1Borderline — guidelines suggest considering anticoagulation (men); discuss benefits and bleeding risk.
≥ 2 (men) / ≥ 3 (women)Anticoagulation is typically recommended pending bleeding risk assessment.

Frequently asked questions

What CHA₂DS₂-VASc score warrants anticoagulation?
The ACC/AHA/HRS 2019 update suggests anticoagulation is typically reasonable at a CHA₂DS₂-VASc of ≥ 2 in men and ≥ 3 in women, after weighing bleeding risk.
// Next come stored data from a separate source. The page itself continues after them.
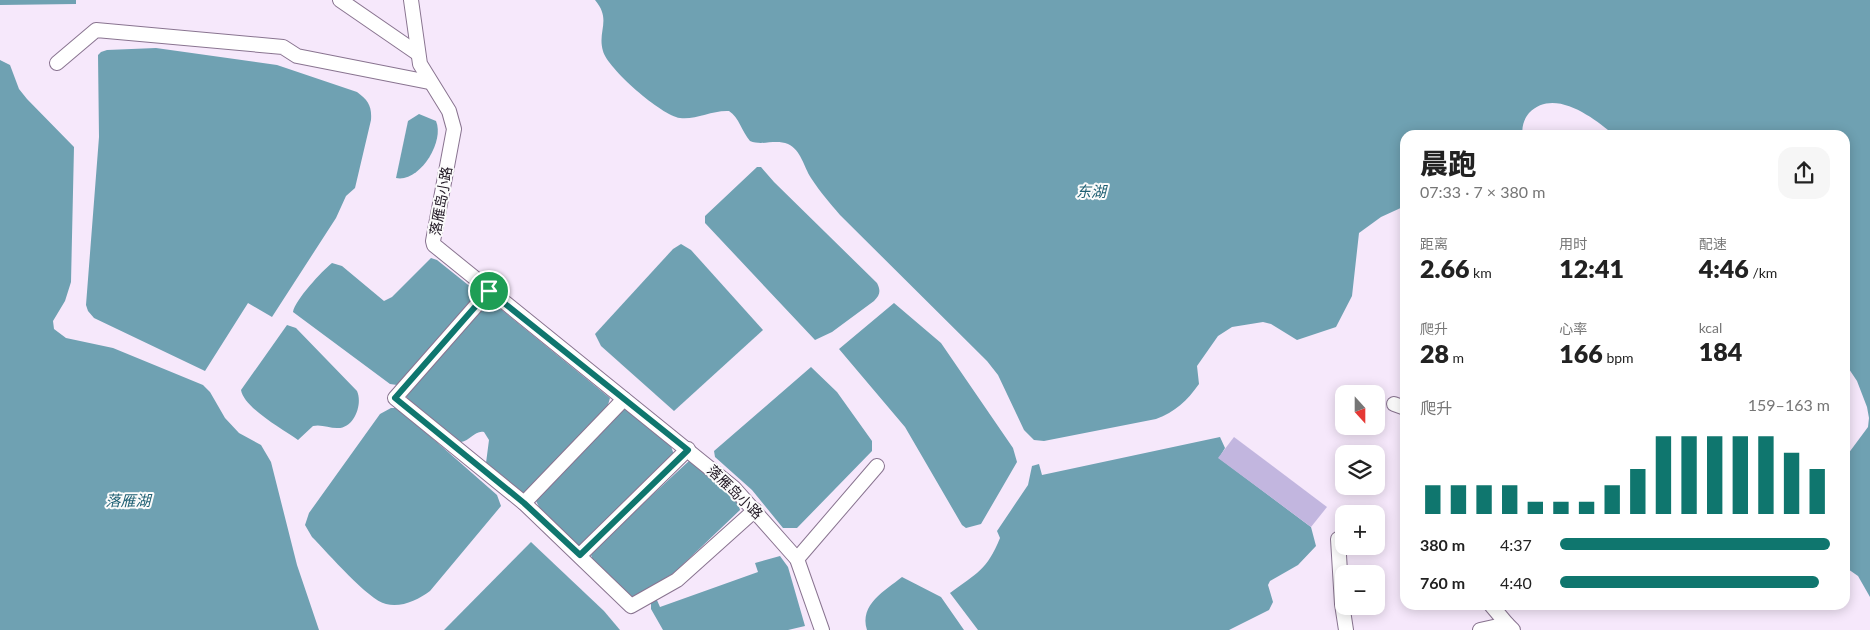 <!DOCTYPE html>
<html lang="zh">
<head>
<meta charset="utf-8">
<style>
  body { margin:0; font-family:Lato,"Noto Sans SC",sans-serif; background:#f6f6f6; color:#222; height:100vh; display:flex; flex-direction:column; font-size:19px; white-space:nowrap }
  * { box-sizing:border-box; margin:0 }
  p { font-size:16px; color:#767676 }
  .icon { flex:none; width:28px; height:28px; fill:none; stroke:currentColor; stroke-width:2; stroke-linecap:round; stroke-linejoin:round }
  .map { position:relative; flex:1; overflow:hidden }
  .details { position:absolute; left:1400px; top:130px; width:450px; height:480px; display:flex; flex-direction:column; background:#fff; border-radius:15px; box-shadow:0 2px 12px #0003 }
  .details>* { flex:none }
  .needle { width:32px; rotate:159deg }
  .fabs { position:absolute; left:1335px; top:385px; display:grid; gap:10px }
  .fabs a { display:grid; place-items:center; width:50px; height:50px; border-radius:10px; background:#fff; box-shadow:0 2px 12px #0003; font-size:25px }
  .pin { position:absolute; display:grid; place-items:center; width:42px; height:42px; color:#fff; margin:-21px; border:2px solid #fff; border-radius:50%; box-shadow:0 1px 5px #0007 }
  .round { display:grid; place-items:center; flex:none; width:52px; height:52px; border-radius:15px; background:#f6f6f6 }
  .head { display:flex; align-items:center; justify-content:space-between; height:85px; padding:0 20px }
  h1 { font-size:28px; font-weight:800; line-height:38px }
  .figures { display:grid; grid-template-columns:repeat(3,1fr); gap:8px; height:85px; padding:5px 20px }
  .figures div { display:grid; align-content:center }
  .figures b { font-size:25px; font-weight:800 }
  .figures small { font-size:14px; font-weight:400 }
  .figures p { font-size:14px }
  .chart { height:140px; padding:10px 20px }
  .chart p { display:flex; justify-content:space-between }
  .chart svg { width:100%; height:90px; margin-top:5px; stroke:#0f766e; stroke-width:6 }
  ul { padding:0 20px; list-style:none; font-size:16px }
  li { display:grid; grid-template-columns:80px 60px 1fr; align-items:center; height:38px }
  li i { height:12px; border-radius:6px; background:#0f766e }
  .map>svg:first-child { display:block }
</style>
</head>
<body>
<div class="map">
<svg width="1870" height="630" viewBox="0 0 1870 630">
  <rect width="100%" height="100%" fill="#f6e8fb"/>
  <g fill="#6fa1b2">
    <path d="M0,0H76V4L0,5Z"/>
    <path d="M595,0H1870V597L1858,576L1845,567V551L1850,538L1845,522V458L1868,427L1869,418L1867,407L1857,381L1845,363V135H1614C1594,118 1554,87 1529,113C1524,119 1521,128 1523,135H1405V206L1381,217L1359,233L1352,296L1336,327L1297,340L1271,324L1263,322L1232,327L1218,336L1197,366L1199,384C1187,401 1175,412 1156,419L1044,441L1034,440L1024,430L998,375L987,361L840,215C830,203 820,192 811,178C804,167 801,150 788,144C775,139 762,146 750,141C742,132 739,117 729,111C712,110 696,120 680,118C662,116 607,68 603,51C597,31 612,20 595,0Z"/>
    <path d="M156,48L277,65L357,92C368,100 372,106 371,120L355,188L346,196L336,218L272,317L248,303L205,371L94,318L88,311L86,305L99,137L98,55L101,52L107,50Z"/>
    <path d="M0,60L10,65L19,89L27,99L74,147L71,282L65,301L53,321L54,329L66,338L113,348L203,385L210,392L225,418L239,433L261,445L271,462L297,565L319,630H0Z"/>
    <path d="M419,114L436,121C445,142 419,183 396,178L408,121Z"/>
    <path d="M757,167H761L774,182L877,283C881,291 880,295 874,301L832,332L815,340L705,223V216Z"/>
    <path d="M681,244L691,250L763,330L674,411L601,346L595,334L673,249Z"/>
    <path d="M431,258L437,260L472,288L474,296L462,316L397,385L390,384L293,312C295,300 322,271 332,263L342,266L384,301L392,297Z"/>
    <path d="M486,302L502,310L610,398L606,412L527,492H520L486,463L489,440L484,432C475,430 470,441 461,442L409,402L406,395Z"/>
    <path d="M894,303L941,343L1013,448L1017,462L981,524L966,528L962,525L905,427L839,349Z"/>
    <path d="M287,325L296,328L357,391C363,404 354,429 337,428C329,428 321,424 313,426L298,440C283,429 244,408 241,390Z"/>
    <path d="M811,367L837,392L872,441V451L797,528H783L752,490L715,457L714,451Z"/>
    <path d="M391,408H398L497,495L501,506L430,591C418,600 401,608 386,604C368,600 328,553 312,537L305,525L309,513L380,414Z"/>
    <path d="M623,409H626L670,443L674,455L582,545H576L540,509L535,499Z"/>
    <path d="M1220,437L1225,448L1219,458L1311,527L1316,546L1298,565L1270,581L1268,585L1273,602L1269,610L1229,630H978L950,593C977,573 987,570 1000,538L997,531L1028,485L1032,466L1039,464L1042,475Z"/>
    <path d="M690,460C703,471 738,494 740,510L674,573L632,598L594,563L591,555L595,548Z"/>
    <path d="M531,542L604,611L620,630H444Z"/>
    <path d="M780,556L788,567L805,626L788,630H663L651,609V602L656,598L660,607L758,572L755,563Z"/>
    <path d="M902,577L941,597L964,630H867C859,604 885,591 902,577Z"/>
  </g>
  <path fill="#c2b6df" d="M1234,437L1327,507L1311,527L1218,458Z"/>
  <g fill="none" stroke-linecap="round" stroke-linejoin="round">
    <defs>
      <g id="minor">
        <path d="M340,0L417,53"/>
        <path d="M411,0L420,64L449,111L454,129L433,241L434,245L734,488L797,559L822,630"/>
        <path d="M57,63L96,30L283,47L297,56L429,82"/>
        <path d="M489,291L395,398L524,503L631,606L677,580L755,510"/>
        <path d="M1394,404L1405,408"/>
        <path d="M524,503L624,399"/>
        <path d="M1338,539L1342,604L1346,630"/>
        <path d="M580,555L688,449"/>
        <path d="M797,559L877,466"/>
        <path d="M1491,605L1507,624"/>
        <path d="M1480,630L1507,624L1513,630"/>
      </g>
    </defs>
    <use href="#minor" stroke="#897490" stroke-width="16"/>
    <use href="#minor" stroke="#fff" stroke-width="14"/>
  </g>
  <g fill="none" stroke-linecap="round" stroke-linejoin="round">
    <defs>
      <path id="route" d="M489,291L688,450L580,555L524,503L395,398Z"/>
    </defs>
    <use href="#route" stroke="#fff" stroke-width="10"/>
    <use href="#route" stroke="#0f766e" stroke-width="6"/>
  </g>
  <g text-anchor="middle" stroke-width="4" stroke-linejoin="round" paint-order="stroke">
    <g font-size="14" fill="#1f1622" stroke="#fbfbfb">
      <text transform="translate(441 201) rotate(-80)" y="5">落雁岛小路</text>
      <text transform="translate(735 492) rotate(44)" y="5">落雁岛小路</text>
    </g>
    <g font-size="15" font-style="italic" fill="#206174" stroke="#fbfbfb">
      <text x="1091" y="197">东湖</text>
      <text x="128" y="506">落雁湖</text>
    </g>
  </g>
</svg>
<div class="fabs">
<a><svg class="needle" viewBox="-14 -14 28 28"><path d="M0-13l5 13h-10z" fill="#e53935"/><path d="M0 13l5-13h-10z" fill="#767676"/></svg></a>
<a><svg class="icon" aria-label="layers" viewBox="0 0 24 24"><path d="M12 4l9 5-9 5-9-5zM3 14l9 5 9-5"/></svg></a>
<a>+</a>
<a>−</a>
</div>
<div class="pin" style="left:489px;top:291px;background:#1e9e55"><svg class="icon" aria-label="arrive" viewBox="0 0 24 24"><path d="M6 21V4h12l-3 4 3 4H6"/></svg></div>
<section class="details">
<div class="head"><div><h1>晨跑</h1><p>07:33 · 7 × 380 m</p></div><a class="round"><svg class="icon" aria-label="share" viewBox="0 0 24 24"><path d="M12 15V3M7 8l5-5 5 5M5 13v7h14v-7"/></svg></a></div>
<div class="figures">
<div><p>距离</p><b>2.66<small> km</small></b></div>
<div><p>用时</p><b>12:41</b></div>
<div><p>配速</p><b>4:46<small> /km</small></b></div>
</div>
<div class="figures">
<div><p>爬升</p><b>28<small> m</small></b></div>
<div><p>心率</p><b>166<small> bpm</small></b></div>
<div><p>kcal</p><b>184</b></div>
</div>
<div class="chart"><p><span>爬升</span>159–163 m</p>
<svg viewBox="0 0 160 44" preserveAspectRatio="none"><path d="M5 44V30M15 44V30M25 44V30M35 44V30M45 44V38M55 44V38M65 44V38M75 44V30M85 44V22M95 44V6M105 44V6M115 44V6M125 44V6M135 44V6M145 44V14M155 44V22"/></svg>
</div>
<ul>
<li><b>380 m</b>4:37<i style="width:100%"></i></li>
<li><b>760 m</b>4:40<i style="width:96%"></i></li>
</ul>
</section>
</div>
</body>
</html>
A score of 1 in men or 2 in women is a borderline range where shared decision-making applies. Always verify against the current guideline.
Does CHA₂DS₂-VASc apply to valvular AF?
No. CHA₂DS₂-VASc was validated in non-valvular AF. Patients with mechanical heart valves or moderate-to-severe mitral stenosis are commonly anticoagulated regardless of score, per separate guideline recommendations.
Should I use CHA₂DS₂-VASc for atrial flutter?
Most guidelines extend the CHA₂DS₂-VASc framework to atrial flutter because thromboembolic risk is presumed similar. Verify against the cited 2019 ACC/AHA/HRS update for the current language.
Does CHA₂DS₂-VASc replace HAS-BLED?
No — they are complementary. CHA₂DS₂-VASc estimates stroke risk; HAS-BLED estimates major-bleeding risk on anticoagulation. Use both together when evaluating whether to start, continue, or pause anticoagulation.
Is the CHA₂DS₂-VASc calculator a substitute for clinical judgement?
No. This tool is a decision-support aid only. It does not account for valve status, prior bleeding events, fall risk, frailty, drug interactions, or patient preferences. Final anticoagulation decisions are made by the clinician.